Au cours du SAOS modéré ou du syndrome de haute résistance, la PPC, même
si elle est le traitement de recours, n’est pas le traitement de première intention.
L’alternative la plus intéressante est, ici, la mise en place d’une prothèse de propulsion ou d’avancement mandibulaire (PAM) [29]. Les études comparant l’efficacité de la PPC et des PAM tendent à montrer une efficacité moindre à la fois
sur l’index apnées et hypopnées (IAH) et sur la fragmentation du sommeil [30,
31] mais une préférence des patients pour les PAM. L’observance à moyen et long
terme reste à établir. De plus, il existe des contre-indications à la mise en place
d’une prothèse au niveau de l’articulation temporo-mandibulaire et surtout aux
niveaux dentaires et parodontaux. Dans notre expérience (données non publiées),
40 % des patients sont contre-indiqués d’emblée. La chirurgie peut également être
envisagée. La chirurgie maxillo-faciale peut paraître lourde dans le contexte.

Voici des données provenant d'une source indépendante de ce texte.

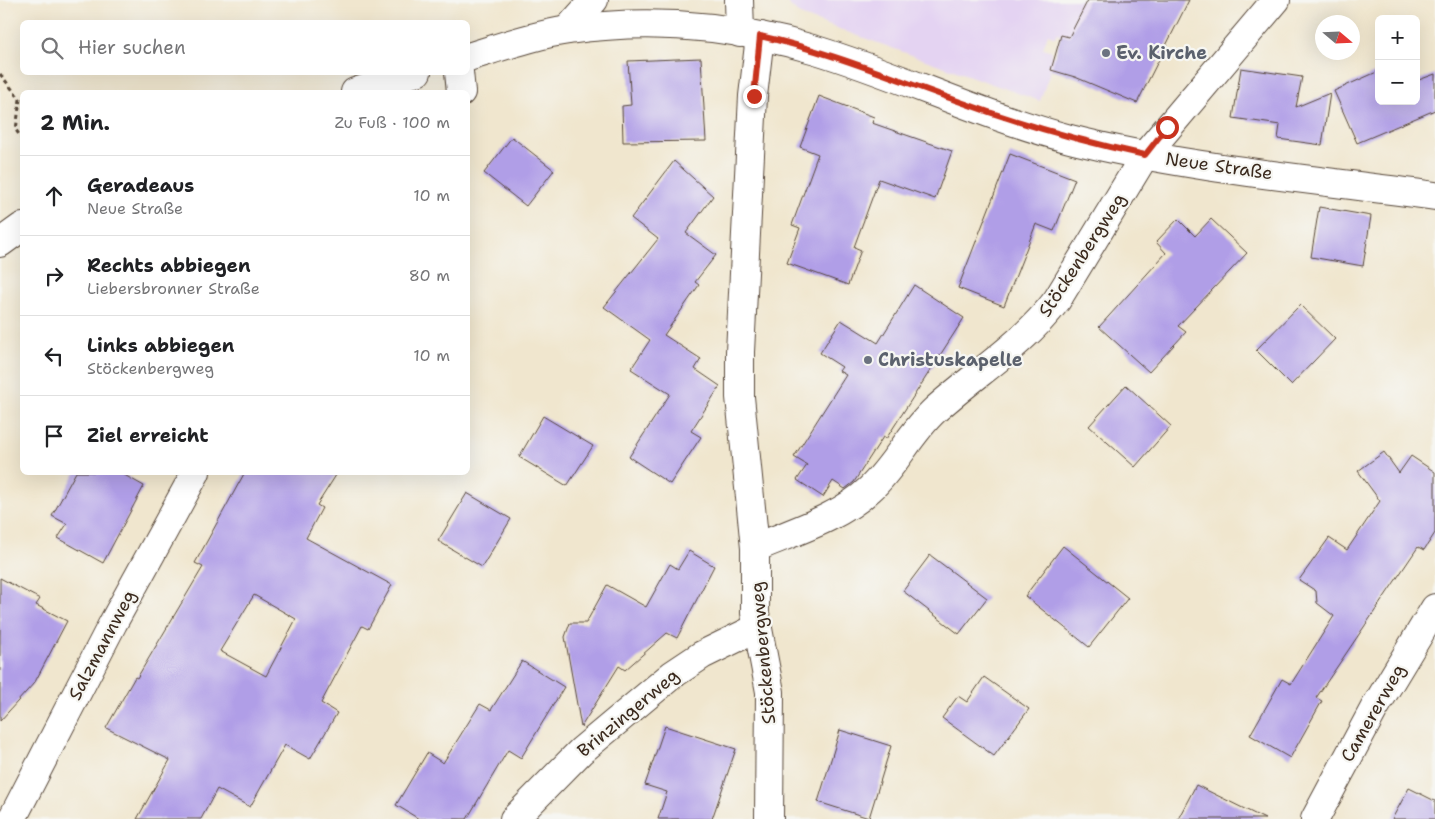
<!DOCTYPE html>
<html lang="de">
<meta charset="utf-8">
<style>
:root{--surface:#fff;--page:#f6f6f6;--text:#202124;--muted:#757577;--line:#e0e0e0}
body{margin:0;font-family:"Shantell Sans",sans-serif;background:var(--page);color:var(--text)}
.controls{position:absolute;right:15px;top:15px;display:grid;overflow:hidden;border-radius:8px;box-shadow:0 5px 20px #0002}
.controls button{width:45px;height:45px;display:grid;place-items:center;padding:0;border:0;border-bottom:1px solid var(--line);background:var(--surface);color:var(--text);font:25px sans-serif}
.compass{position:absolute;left:1315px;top:15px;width:45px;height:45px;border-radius:50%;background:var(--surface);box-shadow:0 5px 20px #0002;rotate:109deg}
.stop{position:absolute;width:15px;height:15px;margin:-11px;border:4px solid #c8321e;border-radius:50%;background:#fff}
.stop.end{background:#c8321e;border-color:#fff;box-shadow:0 1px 5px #0008}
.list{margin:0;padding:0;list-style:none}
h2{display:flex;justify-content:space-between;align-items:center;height:65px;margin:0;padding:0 20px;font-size:21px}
h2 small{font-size:16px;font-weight:400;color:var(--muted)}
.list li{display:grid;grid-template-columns:32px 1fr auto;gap:15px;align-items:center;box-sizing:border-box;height:80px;padding:0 20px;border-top:1px solid var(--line)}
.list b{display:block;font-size:19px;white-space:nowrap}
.list p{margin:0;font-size:16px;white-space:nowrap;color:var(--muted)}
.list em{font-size:16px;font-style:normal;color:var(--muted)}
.icon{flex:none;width:28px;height:28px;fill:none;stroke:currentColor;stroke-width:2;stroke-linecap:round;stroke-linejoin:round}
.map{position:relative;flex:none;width:1435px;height:819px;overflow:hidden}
.search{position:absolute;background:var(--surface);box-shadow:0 5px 20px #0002;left:20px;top:20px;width:450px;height:55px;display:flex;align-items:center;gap:12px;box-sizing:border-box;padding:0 18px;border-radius:8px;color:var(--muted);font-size:19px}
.panel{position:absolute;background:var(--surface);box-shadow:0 5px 20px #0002;left:20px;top:90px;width:450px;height:385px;border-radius:8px}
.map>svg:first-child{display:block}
.built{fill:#e4d3f2}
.building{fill:#b09ee7;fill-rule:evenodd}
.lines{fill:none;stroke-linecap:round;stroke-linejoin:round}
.minor-casing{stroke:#564638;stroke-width:30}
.path{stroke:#564638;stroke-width:3;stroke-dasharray:4 4;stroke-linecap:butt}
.minor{stroke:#fff;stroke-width:28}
.route{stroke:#c8321e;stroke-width:6}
.worship-dot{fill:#6b7280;stroke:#f6f6f2;stroke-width:2}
.labels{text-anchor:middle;stroke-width:4.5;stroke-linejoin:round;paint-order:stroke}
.worship-label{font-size:18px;font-weight:bold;fill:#5b616d;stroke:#f6f6f2;text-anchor:start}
.street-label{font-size:18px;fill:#3b2a1e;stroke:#f6f6f2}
</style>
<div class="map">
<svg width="1435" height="819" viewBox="0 0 1435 819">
<rect width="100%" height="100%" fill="#f6f6f2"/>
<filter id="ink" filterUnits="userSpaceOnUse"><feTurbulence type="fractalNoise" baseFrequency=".02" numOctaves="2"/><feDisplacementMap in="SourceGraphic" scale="10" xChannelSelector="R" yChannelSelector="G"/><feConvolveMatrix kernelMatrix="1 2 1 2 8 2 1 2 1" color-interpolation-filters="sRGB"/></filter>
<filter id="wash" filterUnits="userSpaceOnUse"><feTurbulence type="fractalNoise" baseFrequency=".0096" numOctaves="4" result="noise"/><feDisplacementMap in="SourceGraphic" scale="20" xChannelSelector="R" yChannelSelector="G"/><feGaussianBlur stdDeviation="1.12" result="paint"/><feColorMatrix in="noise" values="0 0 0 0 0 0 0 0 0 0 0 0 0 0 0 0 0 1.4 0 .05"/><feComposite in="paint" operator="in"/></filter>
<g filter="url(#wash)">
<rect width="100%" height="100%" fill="#f0e6ce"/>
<path class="built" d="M784 0H1088L1069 37 1057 33 1055 37 1048 34 1043 48 1052 51 1050 55 1055 57 1040 101 800 15Z"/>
<g id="blocks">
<g class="building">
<path d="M1088 0H1189L1137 103 1075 77 1051 70 1061 35 1069 37Z"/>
<path d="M701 58 706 141 623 142 622 106 631 105 628 61Z"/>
<path d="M1241 68 1302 77 1296 107 1330 93 1322 145 1278 139 1280 125 1233 118Z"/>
<path d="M1379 71V101H1416V81L1435 74V110L1357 143 1334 91Z"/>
<path d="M819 96 874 117 872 123 952 151 935 199 879 179 854 247 861 250 848 285 787 263 800 228 792 225 818 154 800 147Z"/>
<path d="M512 137 554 170 526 206 484 173Z"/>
<path d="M1010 154 1075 179 1054 231 1036 224 1004 306 958 288Z"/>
<path d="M674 161 713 196 686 233 716 255 695 282 699 285 664 335 701 359 695 369 720 386 691 431 701 437 670 484 629 457 670 394 631 369 650 340 604 307 658 239 631 218Z"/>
<path d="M1319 207 1371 216 1363 266 1311 257Z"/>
<path d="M1178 219 1195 236 1211 219 1247 253 1178 326 1186 332 1149 372 1099 327 1166 253 1156 242Z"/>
<path d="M914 285 964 318 886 439 883 437 854 482 845 489 833 481 823 497 797 480 807 465 794 457 846 375 839 371 842 367 820 353 841 320 878 343Z"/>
<path d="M1300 305 1335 339 1291 385 1256 350Z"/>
<path d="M1126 385 1171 426 1135 467 1089 426Z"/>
<path d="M543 416 593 446 567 486 519 457Z"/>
<path d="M1384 452 1399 473 1411 456 1435 472V533L1424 550 1418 547 1316 698 1322 701 1290 758 1250 735 1282 679 1291 684 1334 616 1317 603 1316 591 1299 580 1329 538 1347 550 1380 501 1358 471Z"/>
<path d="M76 472H119L144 486 103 563 58 538 67 524 52 516Z"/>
<path d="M245 472H338L317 505 322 508 306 538 392 585 368 629 362 626 321 703 337 713 310 759 285 745 250 807 217 789 201 819H137L170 760 106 728 135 677 137 678 203 567 195 563ZM254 595 296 619 266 676 220 651Z"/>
<path d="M467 493 511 519 482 567 438 541Z"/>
<path d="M1063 546 1128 598 1089 647 1025 596Z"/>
<path d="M689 551 714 566 677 638 667 633 625 670 619 666 581 727 565 637 570 623H586L607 585 646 607 670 564 678 569Z"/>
<path d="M930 555 987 598 959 634 903 591Z"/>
<path d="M0 578 40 599 36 605 67 621 35 682 0 721Z"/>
<path d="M522 661 564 687 521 758 508 750 467 819H419L396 805 427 753 443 763 480 704 491 710Z"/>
<path d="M984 677 1029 709 994 756 942 718 958 696 967 702Z"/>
<path d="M665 726 736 749 712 819H658L667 792 645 785Z"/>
<path d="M840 730 891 746 869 818 818 802Z"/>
<path d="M1196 785 1265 819H1178Z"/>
<path d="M1409 788 1435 801V819H1392Z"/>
</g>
</g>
</g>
<g filter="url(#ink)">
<use href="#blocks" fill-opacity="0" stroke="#564638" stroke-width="1"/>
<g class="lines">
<defs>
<g id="minor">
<path d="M739 0 740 33"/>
<path d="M567 30 594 0"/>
<path d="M760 36 753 96 740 352V397L755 548V613L770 692 769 819"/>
<path d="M468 57C501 47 534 35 569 30 651 18 736 26 816 50 901 76 983 116 1070 139 1188 169 1315 179 1435 196"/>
<path d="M459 72 461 92"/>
<path d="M355 92 417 72"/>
<path d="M0 243 22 227"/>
<path d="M755 548C792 532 840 518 870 489 895 466 910 433 935 410 976 373 1023 345 1057 300L1145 155 1276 0"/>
<path d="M12 819 113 623 196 472"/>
<path d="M514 819 581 751 672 675 702 655 757 628"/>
<path d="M1315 819 1374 709 1435 608"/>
</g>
</defs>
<use href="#minor" class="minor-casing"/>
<path class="path" d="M0 74 20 99 16 130 22 139"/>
<use href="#minor" class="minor"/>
</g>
</g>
<g class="lines" filter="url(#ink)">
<path class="route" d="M754 96 760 36C827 51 890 77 955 100 1017 123 1080 141 1145 155L1167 127"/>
</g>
<g class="worship-dot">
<circle cx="1106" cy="53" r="5"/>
<circle cx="868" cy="360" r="5"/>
</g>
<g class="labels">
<g class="worship-label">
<text x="1116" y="59">Ev. Kirche</text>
<text x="878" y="366">Christuskapelle</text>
</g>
<g class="street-label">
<text transform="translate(1219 166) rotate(8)" y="6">Neue Straße</text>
<text transform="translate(1082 255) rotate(-57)" y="6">Stöckenbergweg</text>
<text transform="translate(102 645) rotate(-62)" y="6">Salzmannweg</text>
<text transform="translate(763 653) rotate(-95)" y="6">Stöckenbergweg</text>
<text transform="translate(628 713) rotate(-40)" y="6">Brinzingerweg</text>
<text transform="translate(1373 713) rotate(-60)" y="6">Camererweg</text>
</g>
</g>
</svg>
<div class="controls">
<button>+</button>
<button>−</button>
</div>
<svg class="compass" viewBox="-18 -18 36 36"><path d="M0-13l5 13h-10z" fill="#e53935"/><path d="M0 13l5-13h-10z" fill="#757577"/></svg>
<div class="stop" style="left:1167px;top:127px"></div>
<div class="stop end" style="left:754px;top:96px"></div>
<div class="search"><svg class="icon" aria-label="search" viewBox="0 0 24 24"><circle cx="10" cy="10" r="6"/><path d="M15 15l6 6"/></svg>Hier suchen</div>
<section class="panel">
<h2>2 Min.<small>Zu Fuß · 100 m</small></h2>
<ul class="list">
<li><svg class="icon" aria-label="ahead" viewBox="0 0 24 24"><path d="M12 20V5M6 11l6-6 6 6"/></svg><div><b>Geradeaus</b><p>Neue Straße</p></div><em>10 m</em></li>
<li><svg class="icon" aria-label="right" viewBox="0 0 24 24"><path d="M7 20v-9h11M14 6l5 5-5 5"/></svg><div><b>Rechts abbiegen</b><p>Liebersbronner Straße</p></div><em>80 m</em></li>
<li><svg class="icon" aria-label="left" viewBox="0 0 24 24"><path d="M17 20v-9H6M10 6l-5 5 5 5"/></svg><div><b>Links abbiegen</b><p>Stöckenbergweg</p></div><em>10 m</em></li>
<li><svg class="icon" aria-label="arrive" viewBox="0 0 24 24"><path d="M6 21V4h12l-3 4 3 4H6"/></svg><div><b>Ziel erreicht</b></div></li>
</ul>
</section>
</div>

La
chirurgie des parties molles (UPPP), dont l’efficacité au long cours reste discutée,
nécessite une absence d’implication du pharynx rétro-basilingual, une absence de
surcharge pondérale et des précautions péri- et post-opératoires [26, 27]. L’utilisation de la radiofréquence reste à évaluer dans ce contexte [32]. Enfin, alors que
jusqu’à présent le traitement pharmacologique était assez décevant, des médicaments modifiant la structure du sommeil et l’activité des muscles des voies aériennes supérieures sont en cours d’évaluation.
En conclusion, il semble que plusieurs alternatives sont ou vont être disponibles, en particulier pour le SAOS modéré. Ces différentes alternatives devront
être complètement évaluées notamment concernant l’observance et les résultats
au long cours. Elles pourraient le cas échéant être associées ou alternées.